Il progetto “bad bank” rimane al centro dell’interesse degli investitori, in particolare di quelli che seguono gli istituti bancari più deboli dal punto di vista patrimoniale. Si aspetta che la BCE vada ad individuare un target individuale per ogni banca del Cet1 (Common equity tier 1) e MPS potrebbe decisamente beneficiare dal via libera da parte della commissione UE. Per Plus24, settimanale de il Sole24Ore, abbiamo analizzato l’obbligazione MPS 2015/2018 Tasso misto (IT0005142580), evidenziandone punti di forza e di debolezza.

Monte dei Paschi presenta attualmente dei ratio patrimoniali non disprezzabili e nei primi 9 mesi del 2015 sia tornata in attivo, anche grazie alla chiusura anticipata del derivato Alexandria stipulato con Nomura. Per quanto concerne il risiko bancario, l’istituto ha una dimensione troppo elevata per pensare ad un matrimonio domestico e quindi il contendente dovrebbe arrivare da oltre il confine.

La banca sta proponendo in collocamento un’obbligazione (IT0005142580), con scadenza dicembre 2018, che offre il primo anno cedole semestrali fisse al 3% e successivamente coupon a tasso variabile indicizzate all’Euribor a 6 mesi maggiorato dello 0.85%. Il tasso variabile è recentemente sprofondato sotto lo zero e l’analisi della curva forward evidenzia come questo fenomeno sia destinato a durare per altri 2 anni.

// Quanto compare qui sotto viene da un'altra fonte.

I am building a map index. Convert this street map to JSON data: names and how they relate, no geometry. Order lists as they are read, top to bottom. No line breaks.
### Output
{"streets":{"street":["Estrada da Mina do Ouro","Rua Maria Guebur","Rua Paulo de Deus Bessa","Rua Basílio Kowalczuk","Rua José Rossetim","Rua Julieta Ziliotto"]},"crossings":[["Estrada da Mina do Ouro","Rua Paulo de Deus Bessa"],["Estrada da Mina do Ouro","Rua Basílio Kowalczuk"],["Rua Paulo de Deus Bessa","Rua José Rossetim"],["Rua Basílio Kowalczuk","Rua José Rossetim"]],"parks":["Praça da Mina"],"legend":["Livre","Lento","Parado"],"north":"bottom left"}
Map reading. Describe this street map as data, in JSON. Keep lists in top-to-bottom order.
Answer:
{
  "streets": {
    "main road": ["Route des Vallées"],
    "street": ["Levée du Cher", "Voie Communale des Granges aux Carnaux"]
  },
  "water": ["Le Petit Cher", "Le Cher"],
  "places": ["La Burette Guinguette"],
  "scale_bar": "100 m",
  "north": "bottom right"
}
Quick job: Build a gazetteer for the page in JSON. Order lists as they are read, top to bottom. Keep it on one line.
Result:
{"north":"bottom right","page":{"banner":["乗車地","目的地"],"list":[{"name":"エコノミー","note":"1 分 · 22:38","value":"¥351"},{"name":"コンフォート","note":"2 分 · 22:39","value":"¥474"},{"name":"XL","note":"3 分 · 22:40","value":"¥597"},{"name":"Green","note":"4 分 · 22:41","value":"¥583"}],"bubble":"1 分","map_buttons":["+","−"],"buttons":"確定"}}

Il rendimento annuo atteso è pari a 1,49% non propriamente esaltante per un emittente considerato ad elevato rischio dalle agenzie di rating. Le alternative sul mercato secondario di durata simile sembrano interessanti: un emissione variabile (IT0005039299) offre uno spread rispetto alla curva del 2,2% ed una fissa (IT0005120743) attorno al 2,5% e quindi entrambi con rendimenti attesi superiori al 2%.

La banca senese sostiene nel prospetto che non vi siano commissioni di collocamento implicite, nonostante queste differenze di remunerazione rispetto al quotato.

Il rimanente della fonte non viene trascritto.